In a settlement with the Securities and Exchange Commission, Bank of America has agreed to pay a $7.65 million penalty to settle charges stemming from regulatory capital overstatements that it made due to internal accounting control deficiencies and books and records failures.

Regulatory capital refers to the amount of capital that a bank must hold under applicable rules as a buffer against adverse market conditions.  According to the SEC’s order instituting a settled administrative proceeding, when Bank of America acquired Merrill Lynch in 2008 for $50 billion it assumed a large portfolio of structured notes and other financial instruments and was required to realize losses on these notes as they matured because they were redeemed at face value.  For the purposes of calculating and reporting its regulatory capital, Bank of America was required to deduct the realized losses as they occurred.

However, according to the SEC, by the time 90 percent of the notes had matured in March, Bank of America had yet to deduct any of the realized losses from its regulatory capital. With each passing fiscal quarter and fiscal year since 2009 as more and more notes matured, Bank of America overstated its regulatory capital by greater and greater amounts in its regulatory filings, eventually reaching billions of dollars. 

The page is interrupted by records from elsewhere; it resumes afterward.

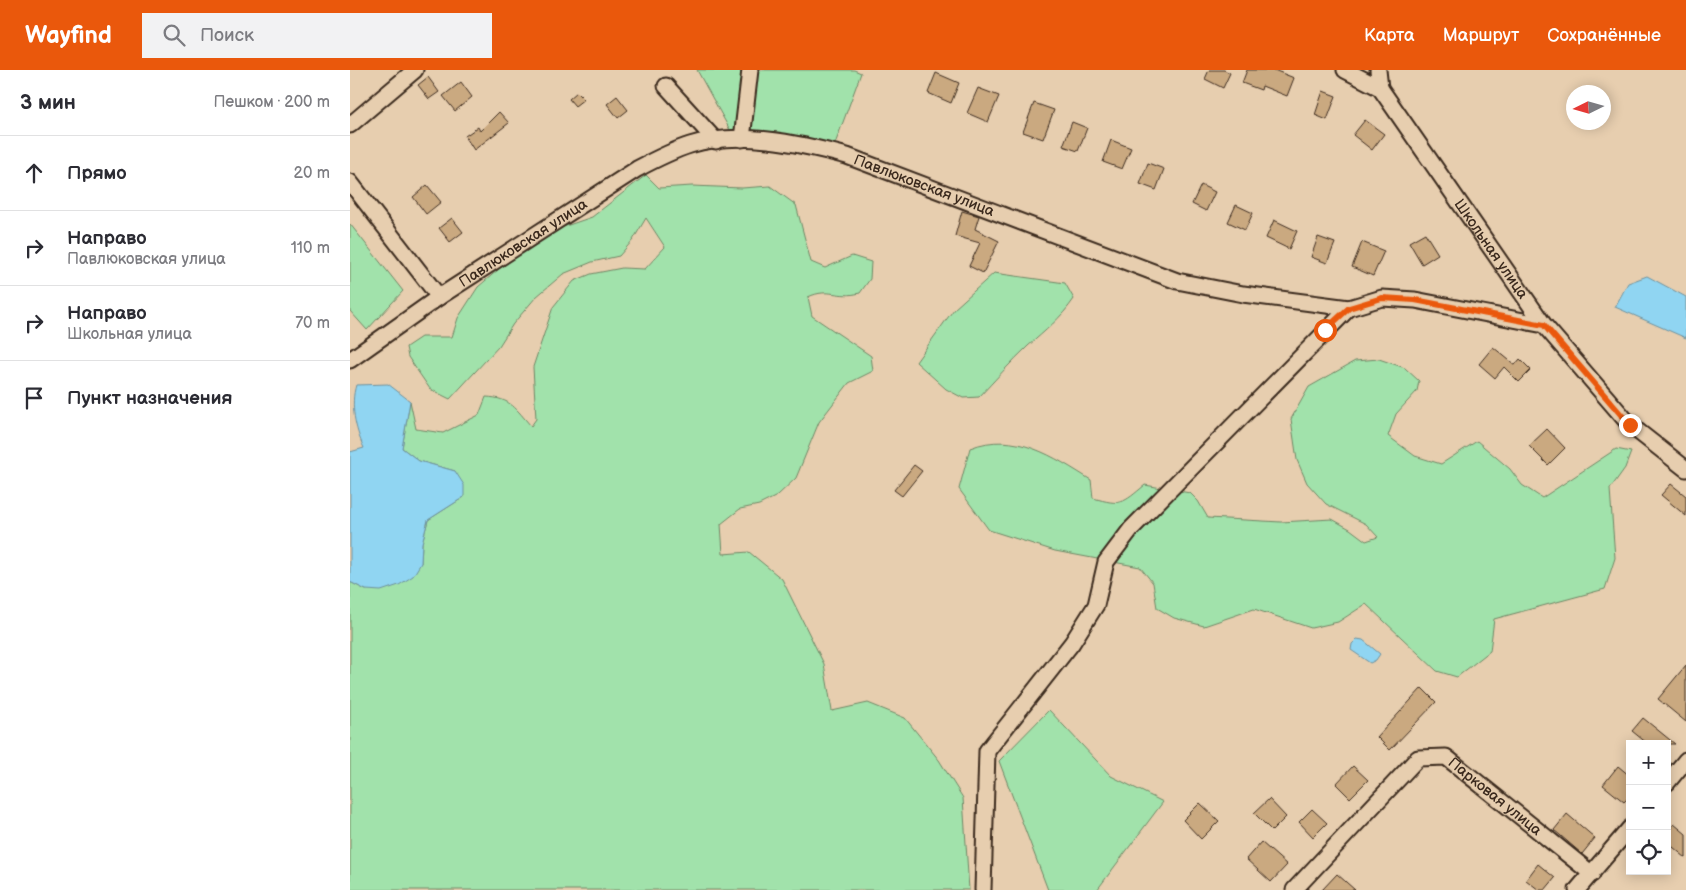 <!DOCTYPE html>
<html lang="ru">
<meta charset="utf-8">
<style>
body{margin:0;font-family:"Balsamiq Sans",sans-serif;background:#f2f2f3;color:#2b2b33}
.controls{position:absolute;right:15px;bottom:15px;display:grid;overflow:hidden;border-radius:0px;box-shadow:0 2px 12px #0003}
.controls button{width:45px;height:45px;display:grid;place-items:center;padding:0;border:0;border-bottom:1px solid #e1e1e2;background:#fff;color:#2b2b33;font:25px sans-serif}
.compass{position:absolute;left:1216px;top:15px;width:45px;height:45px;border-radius:50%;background:#fff;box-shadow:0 2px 12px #0003;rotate:265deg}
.stop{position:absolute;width:15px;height:15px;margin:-11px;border:4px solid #ea580c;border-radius:50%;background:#fff}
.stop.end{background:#ea580c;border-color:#fff;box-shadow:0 1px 5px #0008}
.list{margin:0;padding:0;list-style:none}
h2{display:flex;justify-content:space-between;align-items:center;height:65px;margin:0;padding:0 20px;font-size:21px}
h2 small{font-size:16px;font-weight:400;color:#7c7c81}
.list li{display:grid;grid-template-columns:32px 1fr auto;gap:15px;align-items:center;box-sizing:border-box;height:75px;padding:0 20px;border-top:1px solid #e1e1e2}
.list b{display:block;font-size:19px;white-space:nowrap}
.list p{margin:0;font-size:16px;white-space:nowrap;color:#7c7c81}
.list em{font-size:16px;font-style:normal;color:#7c7c81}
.icon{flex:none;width:28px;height:28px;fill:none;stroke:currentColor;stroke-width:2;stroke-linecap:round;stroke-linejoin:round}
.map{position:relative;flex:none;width:1336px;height:820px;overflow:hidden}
header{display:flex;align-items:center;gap:30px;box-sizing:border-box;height:70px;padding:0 25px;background:#ea580c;color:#fff}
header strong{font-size:24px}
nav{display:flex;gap:28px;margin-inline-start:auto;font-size:18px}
.search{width:350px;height:45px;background:#f2f2f3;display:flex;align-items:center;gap:12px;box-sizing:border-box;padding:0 18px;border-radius:0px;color:#7c7c81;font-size:19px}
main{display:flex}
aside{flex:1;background:#fff}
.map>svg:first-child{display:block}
.green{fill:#a1e2ab;stroke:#6e8664}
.water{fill:#90d5f2;stroke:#6e919d}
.building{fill:#caa980;stroke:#3b2a1e}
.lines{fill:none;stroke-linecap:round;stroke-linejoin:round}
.minor-casing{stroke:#3b2a1e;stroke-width:19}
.minor{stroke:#e7ceaf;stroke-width:15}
.route{stroke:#ea580c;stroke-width:6}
.labels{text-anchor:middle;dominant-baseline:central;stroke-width:5;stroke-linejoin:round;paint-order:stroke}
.street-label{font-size:15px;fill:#3b2a1e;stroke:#e7ceaf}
</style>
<header>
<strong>Wayfind</strong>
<div class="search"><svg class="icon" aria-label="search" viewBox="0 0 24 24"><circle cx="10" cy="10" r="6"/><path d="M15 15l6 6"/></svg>Поиск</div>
<nav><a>Карта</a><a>Маршрут</a><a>Сохранённые</a></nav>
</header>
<main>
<aside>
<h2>3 мин<small>Пешком · 200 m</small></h2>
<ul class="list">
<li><svg class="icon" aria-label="ahead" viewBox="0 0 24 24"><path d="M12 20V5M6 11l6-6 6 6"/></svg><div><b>Прямо</b></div><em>20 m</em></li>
<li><svg class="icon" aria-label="right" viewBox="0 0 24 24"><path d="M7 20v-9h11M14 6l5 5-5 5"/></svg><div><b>Направо</b><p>Павлюковская улица</p></div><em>110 m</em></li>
<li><svg class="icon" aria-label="right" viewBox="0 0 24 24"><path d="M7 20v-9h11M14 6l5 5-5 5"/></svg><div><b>Направо</b><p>Школьная улица</p></div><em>70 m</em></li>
<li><svg class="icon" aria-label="arrive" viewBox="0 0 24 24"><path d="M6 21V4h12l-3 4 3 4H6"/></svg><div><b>Пункт назначения</b></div></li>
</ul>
</aside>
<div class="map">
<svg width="1336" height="820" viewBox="0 0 1336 820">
<rect width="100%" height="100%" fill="#e7ceaf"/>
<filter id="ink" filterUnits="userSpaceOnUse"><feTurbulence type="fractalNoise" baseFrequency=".02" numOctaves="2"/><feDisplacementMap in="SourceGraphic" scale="10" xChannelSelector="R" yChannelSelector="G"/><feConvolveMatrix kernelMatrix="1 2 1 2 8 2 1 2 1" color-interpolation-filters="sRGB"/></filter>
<g filter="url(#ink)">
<!-- green -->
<g class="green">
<polygon points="347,0 504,0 511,3 485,74 380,60"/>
<path d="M296 105 309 118 342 116 392 118 420 116 446 135 461 192 475 198 502 186 521 192 520 209 510 223C487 229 480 217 458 227L462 246 521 286 523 301 499 313 469 352 446 408 427 426 409 435 390 439 371 454 373 484 399 482 432 509 474 594 482 641 518 633 555 648 589 690 613 728 619 820H0V512L16 520 71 493 72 473 78 450 114 427 105 401 69 391 52 378 60 331 66 359 93 363 129 345 136 327C161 328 166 339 181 356L186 349 183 297 203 237 224 211 241 204 272 198 295 199 315 177 296 148 283 170 269 186 242 192 213 204 186 227 163 254 149 276 100 329 80 319 58 287 56 277 71 267H102L108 248 128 217 177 175 204 160 242 147Z"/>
<polygon points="0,154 53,221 17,260 0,241"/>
<path d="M644 203 715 213 724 229C711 248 695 261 678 276 661 292 645 310 629 327L613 328 596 319 566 292 604 239Z"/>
<path d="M1029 289 1055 298 1069 311 1067 321 1046 344 1038 366 1065 386 1091 394 1127 371 1160 399 1172 415 1192 428 1266 379 1281 382 1275 398 1260 419 1265 488 1255 519 1144 549 1140 581 1107 607 1087 601 1016 534 988 552 961 558 904 539 854 556 824 548 807 538 803 513 790 497 705 481 639 460 609 419 620 378C665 360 704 387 741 410L743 428C772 436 772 434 795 415L840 423 848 431 858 448 931 452 982 449 1000 459 1016 471 1028 467 1016 454 976 434 957 413 947 390 941 349 959 317 1005 291Z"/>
<polygon points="699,640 761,706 813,732 747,820 698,820 649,691"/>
</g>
<!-- water -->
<g class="water">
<polygon points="1297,206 1336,227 1336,268 1265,237 1278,213"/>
<path d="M38 314 60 331 52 378 69 391 105 401 114 415V427L78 450 72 473 71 493 63 506 49 515 31 521 16 520 0 512V382L14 378C5 359 0 334 6 315Z"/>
<polygon points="1007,569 1013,570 1030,584 1026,590 1020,593 1001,580 1002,574"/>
</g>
<!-- building -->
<g class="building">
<polygon points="859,0 874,0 880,3 873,18 855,9"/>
<polygon points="897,0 924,0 944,8 937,26 912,16 911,20 892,13"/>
<polygon points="586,3 609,13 601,33 578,23"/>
<polygon points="78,7 89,22 79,29 68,15"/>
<polygon points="111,12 122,27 105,41 93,26"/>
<polygon points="628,18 649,26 638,52 617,43"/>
<polygon points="973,21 986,26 977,50 965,45"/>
<polygon points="227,22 234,29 225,36 219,29"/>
<polygon points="267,26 278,40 268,48 257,34"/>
<polygon points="684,33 704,40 693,69 673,62"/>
<polygon points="149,42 159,53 124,80 115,66 128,57 130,61"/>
<polygon points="1015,50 1034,64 1022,80 1003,65"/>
<polygon points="722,52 737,58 728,81 713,76"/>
<polygon points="761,70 781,78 772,99 753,92"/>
<polygon points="798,93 814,99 806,120 790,114"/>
<polygon points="77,115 91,132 76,144 63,127"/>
<polygon points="851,115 865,122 856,141 842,134"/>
<polygon points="886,135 903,143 895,160 878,152"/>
<polygon points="612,141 629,146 625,159 649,171 633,203 619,196 630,173 605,166"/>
<polygon points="102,148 113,162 100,172 89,158"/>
<polygon points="924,150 947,161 939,179 916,168"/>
<polygon points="1075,163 1088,184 1072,194 1059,172"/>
<polygon points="968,167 985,173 977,193 961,187"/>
<polygon points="1012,172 1034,181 1023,206 1002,197"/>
<polygon points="1143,277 1165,295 1170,289 1181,300 1169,312 1154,297 1145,308 1129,294"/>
<polygon points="1197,359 1215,378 1198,395 1179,376"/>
<polygon points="564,395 572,401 552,426 544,420"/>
<polygon points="1321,414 1336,426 1336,446 1311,425"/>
<polygon points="1336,595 1336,652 1308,629"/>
<polygon points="1072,618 1086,632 1040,680 1027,667"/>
<polygon points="1293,648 1325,674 1298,674 1282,661"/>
<polygon points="1003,696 1018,710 1000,728 986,714"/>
<polygon points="1268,696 1280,706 1280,726 1274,732 1253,715"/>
<polygon points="919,729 936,747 922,761 904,743"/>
<polygon points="850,733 869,751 851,769 833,750"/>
<polygon points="962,739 977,753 963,767 949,752"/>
<polygon points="1217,744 1245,768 1232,784 1204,760"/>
<polygon points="1324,754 1336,764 1336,788 1317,772 1317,763"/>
<polygon points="911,772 937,795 921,812 896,789"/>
<polygon points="1188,794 1205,808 1195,820 1189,820 1176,810"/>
<polygon points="987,804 1005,820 972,820"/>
</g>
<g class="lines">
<defs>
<g id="minor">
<path id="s1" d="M995 0 1030 18 1194 255 1280 355 1336 399"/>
<polyline points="1028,0 1030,18"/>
<polyline points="316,16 366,71"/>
<polyline points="0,55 65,0"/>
<polyline points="392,69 400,0"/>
<polyline points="0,112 89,227"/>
<path id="s2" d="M0 290 89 227 287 99C304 90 321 81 340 75 389 60 448 73 497 86L827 211 893 224 999 238 1032 228 1065 230 1194 255"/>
<polyline points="1317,713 1336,690"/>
<polyline points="633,820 637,681 722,573 746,535 756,492 781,459 999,238"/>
<path id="s3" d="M944 820 1068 688 1096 687 1242 804"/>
<polyline points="1227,820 1280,758"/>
</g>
</defs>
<!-- minor casing -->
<use href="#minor" class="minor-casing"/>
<!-- minor -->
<use href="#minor" class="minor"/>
</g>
</g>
<g class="lines" filter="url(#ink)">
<!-- route -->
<polyline class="route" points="975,260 999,238 1032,228 1065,230 1194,255 1280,355"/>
</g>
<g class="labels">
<!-- street labels -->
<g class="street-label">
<text stroke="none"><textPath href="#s2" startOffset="645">Павлюковская улица</textPath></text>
<text stroke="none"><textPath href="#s2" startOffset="209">Павлюковская улица</textPath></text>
<text stroke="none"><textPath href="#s1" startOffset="235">Школьная улица</textPath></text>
<text stroke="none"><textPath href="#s3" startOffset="272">Парковая улица</textPath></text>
</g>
</g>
</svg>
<div class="controls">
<button>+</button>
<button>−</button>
<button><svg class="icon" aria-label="locate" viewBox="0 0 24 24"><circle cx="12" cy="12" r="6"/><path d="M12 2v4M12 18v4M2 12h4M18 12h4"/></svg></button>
</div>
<svg class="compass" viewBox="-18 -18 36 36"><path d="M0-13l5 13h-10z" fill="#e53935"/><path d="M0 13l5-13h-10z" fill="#7c7c81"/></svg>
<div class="stop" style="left:975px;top:260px"></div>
<div class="stop end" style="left:1280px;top:355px"></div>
</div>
</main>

Bank of America internally discovered the overstatements and disclosed them in a Form 8-K filing in April. Beyond correcting its regulatory capital figures, Bank of America cooperated with SEC staff during the investigation and voluntarily took steps to remediate the insufficiencies that led to the regulatory capital overstatements, the order says. The resulting penalty reflects credit for that cooperation.

“The federal securities laws require all public companies to maintain accurate books and records as well as a system of internal accounting controls sufficient to assure transactions are recorded as necessary,” Michael Osnato, Chief of the SEC Enforcement Division’s Complex Financial Instruments Unit, said in a statement. “Bank of America violated these legal requirements, which are specifically geared to ensure the integrity and accuracy of information that eventually is disclosed to investors.”